Valens, gouverneur d’Antioche.

Placide, fils de Valens et amoureux de Théodore.

Cléobule, ami de Placide.

Didyme, amoureux de Théodore.

Paulin, confident de Valens.

Lycante, capitaine d’une cohorte romaine.

Marcelle, femme de Valens.

Théodore, princesse d’Antioche.

Stéphanie, confidente de Marcelle.

La scène est à Antioche, dans le palais du gouverneur.

Acte premier

Scène première

Placide, Cléobule

Placide

Il est vrai, Cléobule, et je veux l’avouer,

La fortune me flatte assez pour m’en louer :

Mon père est gouverneur de toute la Syrie,

Et, comme si c’était trop peu de flatterie,

Moi-même elle m’embrasse, et vient de me donner,

Tout jeune que je suis, l’Égypte à gouverner.

Certes, si je m’enflais de ces vaines fumées

Dont on voit à la cour tant d’âmes si charmées,


Si l’éclat des grandeurs avait pu me ravir,

J’aurais de quoi me plaire et de quoi m’assouvir :

Au-dessous des Césars je suis ce qu’on peut être ;

À moins que de leur rang le mien ne saurait croître,

Et pour haut qu’on ait mis des titres si sacrés,

On y monte souvent par de moindres degrés,

Mais ces honneurs pour moi ne sont qu’une infamie.

Parce que je les tiens d’une main ennemie,

Et leur plus doux appât qu’un excès de rigueur,

Parce que pour échange on veut avoir mon cœur.

On perd temps toutefois : ce cœur n’est point à vendre,

Marcelle ; en vain, par là, tu crois gagner un gendre ;

Ta Flavie à mes yeux fait toujours même horreur.

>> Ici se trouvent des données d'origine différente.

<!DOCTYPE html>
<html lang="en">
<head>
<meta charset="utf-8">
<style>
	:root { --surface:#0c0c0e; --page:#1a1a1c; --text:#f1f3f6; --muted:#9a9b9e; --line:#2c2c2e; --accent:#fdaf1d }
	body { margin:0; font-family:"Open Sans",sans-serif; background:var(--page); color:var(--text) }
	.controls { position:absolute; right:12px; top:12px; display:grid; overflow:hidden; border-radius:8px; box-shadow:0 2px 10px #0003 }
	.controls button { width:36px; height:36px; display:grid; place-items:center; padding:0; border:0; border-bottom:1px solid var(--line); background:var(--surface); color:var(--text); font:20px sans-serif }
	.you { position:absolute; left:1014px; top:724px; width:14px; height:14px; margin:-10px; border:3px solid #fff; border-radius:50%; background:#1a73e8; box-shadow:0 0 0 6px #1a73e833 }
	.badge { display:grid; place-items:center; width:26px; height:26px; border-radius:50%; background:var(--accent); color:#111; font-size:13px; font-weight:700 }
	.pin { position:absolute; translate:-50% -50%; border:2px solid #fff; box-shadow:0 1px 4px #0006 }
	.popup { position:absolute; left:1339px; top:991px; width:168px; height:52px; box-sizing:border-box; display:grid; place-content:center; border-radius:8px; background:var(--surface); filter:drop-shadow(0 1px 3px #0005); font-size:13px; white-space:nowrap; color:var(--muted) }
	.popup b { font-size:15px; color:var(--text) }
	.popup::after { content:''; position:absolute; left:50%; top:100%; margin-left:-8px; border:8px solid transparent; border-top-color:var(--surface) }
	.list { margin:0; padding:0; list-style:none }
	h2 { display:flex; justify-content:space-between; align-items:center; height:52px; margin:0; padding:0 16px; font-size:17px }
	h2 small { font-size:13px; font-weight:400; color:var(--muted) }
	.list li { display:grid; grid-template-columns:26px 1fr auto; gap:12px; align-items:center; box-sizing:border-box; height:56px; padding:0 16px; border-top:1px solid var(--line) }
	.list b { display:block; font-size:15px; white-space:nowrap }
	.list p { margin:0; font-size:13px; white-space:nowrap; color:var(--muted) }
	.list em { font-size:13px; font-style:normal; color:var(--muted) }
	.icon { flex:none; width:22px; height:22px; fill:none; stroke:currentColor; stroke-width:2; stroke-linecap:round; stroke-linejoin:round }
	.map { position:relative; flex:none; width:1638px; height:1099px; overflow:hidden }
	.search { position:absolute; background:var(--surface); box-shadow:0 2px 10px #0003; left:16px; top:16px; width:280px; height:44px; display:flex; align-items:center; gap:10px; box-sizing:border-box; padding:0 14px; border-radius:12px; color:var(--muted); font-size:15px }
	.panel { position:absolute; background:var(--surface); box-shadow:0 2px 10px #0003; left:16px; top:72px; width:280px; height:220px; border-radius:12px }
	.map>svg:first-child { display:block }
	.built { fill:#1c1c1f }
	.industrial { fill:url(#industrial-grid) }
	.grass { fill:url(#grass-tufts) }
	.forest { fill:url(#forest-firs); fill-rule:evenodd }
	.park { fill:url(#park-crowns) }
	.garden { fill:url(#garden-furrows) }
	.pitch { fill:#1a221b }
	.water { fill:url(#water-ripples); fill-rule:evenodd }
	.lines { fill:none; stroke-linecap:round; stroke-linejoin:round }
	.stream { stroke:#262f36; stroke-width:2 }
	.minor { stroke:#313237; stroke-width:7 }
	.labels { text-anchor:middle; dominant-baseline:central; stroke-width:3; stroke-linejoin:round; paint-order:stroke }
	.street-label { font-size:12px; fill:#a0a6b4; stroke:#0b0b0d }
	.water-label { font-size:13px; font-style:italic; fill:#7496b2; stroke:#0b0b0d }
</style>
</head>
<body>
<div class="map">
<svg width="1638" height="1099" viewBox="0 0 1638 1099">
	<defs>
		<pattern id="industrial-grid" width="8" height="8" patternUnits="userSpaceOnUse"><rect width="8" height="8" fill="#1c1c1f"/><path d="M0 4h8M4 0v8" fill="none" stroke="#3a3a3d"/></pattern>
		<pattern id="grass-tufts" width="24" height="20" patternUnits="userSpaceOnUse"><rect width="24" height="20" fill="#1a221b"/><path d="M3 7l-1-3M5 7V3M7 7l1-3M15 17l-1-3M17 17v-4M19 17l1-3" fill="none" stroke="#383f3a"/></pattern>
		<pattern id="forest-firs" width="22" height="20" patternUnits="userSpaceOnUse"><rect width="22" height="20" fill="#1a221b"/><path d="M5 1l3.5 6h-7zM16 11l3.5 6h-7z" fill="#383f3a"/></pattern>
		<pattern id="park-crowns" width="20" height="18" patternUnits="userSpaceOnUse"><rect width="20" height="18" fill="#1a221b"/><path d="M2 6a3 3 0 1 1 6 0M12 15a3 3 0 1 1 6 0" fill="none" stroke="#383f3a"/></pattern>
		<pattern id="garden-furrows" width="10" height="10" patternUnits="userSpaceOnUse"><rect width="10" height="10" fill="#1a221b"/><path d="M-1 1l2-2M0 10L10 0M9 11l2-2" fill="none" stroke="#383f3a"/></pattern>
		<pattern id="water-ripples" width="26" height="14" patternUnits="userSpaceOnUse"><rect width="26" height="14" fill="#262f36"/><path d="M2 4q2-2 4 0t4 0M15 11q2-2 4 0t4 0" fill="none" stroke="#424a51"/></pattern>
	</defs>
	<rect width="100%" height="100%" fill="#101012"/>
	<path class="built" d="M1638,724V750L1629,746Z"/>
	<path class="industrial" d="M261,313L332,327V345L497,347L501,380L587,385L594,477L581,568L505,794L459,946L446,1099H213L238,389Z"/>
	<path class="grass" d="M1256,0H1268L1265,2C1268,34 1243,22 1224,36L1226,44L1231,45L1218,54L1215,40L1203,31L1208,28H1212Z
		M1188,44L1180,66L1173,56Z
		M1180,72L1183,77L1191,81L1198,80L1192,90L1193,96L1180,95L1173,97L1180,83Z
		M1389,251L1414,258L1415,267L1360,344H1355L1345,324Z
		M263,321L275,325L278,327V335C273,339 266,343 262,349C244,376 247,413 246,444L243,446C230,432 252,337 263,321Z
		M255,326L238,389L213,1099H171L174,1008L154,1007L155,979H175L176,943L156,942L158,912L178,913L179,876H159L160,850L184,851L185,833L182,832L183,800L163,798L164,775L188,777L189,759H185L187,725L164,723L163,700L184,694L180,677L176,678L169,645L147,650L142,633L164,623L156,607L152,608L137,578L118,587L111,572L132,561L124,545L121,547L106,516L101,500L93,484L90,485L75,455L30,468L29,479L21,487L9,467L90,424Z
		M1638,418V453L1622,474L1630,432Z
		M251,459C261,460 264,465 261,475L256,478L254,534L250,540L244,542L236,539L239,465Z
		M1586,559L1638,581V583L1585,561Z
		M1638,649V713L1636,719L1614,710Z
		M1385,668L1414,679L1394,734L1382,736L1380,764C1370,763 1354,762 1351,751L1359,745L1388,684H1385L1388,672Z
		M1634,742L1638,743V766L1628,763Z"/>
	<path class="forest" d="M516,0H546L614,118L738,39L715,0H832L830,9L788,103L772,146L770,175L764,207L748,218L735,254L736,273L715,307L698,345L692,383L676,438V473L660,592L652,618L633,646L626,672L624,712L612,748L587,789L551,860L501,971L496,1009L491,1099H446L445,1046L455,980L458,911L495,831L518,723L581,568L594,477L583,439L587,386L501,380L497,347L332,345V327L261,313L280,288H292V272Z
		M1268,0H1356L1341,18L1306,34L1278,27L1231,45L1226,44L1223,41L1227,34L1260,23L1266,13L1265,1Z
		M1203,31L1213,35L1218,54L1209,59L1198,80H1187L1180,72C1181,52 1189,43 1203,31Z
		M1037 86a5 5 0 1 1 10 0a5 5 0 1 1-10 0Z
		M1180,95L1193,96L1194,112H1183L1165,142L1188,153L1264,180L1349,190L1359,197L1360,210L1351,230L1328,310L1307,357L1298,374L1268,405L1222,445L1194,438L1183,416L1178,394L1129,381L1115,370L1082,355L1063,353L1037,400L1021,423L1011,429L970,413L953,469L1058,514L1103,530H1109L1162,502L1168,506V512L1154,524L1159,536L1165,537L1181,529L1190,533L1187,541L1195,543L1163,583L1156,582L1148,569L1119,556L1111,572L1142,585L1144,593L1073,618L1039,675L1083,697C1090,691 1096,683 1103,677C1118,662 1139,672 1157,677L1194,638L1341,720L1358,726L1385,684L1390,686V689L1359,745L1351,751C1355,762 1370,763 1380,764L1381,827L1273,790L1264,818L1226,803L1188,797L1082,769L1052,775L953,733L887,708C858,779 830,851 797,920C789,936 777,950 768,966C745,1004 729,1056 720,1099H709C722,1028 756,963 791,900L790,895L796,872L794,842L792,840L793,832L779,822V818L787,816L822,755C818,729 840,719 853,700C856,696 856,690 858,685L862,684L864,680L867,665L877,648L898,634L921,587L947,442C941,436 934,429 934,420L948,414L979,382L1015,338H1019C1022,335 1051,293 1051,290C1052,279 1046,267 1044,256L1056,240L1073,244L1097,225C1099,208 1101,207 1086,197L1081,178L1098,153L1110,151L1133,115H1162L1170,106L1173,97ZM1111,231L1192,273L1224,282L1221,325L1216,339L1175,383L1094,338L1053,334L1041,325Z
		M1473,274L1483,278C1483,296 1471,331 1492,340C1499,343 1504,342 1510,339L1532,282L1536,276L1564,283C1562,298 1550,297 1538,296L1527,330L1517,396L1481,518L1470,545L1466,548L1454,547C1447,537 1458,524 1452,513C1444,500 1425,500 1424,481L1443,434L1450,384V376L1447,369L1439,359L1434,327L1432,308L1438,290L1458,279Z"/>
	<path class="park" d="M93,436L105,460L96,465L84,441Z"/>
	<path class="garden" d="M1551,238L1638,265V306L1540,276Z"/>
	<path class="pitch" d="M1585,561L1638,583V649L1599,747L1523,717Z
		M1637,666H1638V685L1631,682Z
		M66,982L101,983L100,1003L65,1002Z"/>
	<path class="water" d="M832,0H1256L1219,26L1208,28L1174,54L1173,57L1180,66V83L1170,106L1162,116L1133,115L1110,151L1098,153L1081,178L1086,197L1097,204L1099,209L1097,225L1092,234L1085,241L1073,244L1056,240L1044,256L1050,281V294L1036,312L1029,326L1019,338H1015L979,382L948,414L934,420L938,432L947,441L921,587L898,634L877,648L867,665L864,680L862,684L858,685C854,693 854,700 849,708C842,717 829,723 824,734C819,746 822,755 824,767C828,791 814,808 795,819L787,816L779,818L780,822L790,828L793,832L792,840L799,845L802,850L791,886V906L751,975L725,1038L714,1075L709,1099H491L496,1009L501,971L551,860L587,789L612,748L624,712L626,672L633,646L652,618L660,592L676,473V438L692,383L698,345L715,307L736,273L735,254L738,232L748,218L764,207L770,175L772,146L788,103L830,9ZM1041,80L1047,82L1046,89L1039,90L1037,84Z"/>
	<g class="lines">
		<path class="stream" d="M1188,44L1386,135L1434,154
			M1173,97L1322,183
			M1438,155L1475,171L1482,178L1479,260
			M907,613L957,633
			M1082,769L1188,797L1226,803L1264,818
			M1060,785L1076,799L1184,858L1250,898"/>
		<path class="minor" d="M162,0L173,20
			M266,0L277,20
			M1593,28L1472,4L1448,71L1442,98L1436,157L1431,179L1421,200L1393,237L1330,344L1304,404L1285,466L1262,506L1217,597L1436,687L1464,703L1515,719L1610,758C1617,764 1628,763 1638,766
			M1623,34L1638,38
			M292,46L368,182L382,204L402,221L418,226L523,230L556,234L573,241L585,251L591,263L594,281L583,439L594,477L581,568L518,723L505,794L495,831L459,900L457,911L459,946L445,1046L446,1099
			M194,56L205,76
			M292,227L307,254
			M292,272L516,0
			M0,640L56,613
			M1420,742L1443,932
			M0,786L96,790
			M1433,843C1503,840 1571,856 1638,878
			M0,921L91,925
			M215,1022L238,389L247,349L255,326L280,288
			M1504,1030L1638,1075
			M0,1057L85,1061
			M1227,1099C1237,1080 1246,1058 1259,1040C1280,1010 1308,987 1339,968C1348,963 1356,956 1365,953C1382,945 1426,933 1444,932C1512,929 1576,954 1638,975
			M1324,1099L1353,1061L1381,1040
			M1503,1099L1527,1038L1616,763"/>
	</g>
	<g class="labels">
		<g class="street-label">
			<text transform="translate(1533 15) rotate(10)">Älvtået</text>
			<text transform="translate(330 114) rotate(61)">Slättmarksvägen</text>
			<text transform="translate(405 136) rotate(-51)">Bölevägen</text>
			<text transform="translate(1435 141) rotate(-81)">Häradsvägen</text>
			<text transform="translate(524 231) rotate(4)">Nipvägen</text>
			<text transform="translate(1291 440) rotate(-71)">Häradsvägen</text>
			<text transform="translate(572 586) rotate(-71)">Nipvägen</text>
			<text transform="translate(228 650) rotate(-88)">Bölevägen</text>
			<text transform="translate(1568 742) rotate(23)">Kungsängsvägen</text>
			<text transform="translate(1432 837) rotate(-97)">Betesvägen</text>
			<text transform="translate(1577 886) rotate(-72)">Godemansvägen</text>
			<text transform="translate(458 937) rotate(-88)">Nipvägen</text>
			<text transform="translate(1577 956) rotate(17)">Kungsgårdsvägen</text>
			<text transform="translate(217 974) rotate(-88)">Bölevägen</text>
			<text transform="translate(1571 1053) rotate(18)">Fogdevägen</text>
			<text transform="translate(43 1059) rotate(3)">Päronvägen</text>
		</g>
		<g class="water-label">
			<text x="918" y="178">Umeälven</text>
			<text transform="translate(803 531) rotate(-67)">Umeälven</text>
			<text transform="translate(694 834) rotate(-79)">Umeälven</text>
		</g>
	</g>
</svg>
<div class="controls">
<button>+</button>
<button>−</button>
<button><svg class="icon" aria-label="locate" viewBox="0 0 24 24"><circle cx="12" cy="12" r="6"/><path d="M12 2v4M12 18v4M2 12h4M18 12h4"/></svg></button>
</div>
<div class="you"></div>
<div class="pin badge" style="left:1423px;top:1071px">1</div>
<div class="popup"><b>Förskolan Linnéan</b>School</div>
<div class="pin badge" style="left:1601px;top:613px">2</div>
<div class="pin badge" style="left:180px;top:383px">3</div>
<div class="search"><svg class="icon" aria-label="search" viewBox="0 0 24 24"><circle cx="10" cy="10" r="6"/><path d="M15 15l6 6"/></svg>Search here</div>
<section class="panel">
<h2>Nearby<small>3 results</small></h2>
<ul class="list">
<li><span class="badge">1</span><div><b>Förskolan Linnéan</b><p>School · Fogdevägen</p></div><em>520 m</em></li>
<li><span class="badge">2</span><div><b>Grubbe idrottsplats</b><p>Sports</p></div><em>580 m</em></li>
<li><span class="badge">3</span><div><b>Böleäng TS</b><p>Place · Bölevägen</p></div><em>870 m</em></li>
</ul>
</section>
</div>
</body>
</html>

Ton frère Marcellin peut tout sur l’empereur ;

Mon père est ton époux, et tu peux sur son âme

Ce que sur un mari doit pouvoir une femme ;

Va plus outre, et par zèle ou par dextérité,

Joins le vouloir des dieux à leur autorité,

Assemble leur faveur, assemble leur colère :

Pour aimer, je n’écoute empereur, dieux, ni père,

Et je la trouverais un objet odieux

Des mains de l’empereur et d’un père et des dieux.

Cléobule

Quoique pour vous Marcelle ait le nom de marâtre,

Considérez, Seigneur, qu’elle vous idolâtre ;

Voyez d’un œil plus sain ce que vous lui devez,

Les biens et les honneurs qu’elle vous a sauvés :

Quand Dioclétien fut maître de l’empire…

Placide

Mon père était perdu, c’est ce que tu veux dire.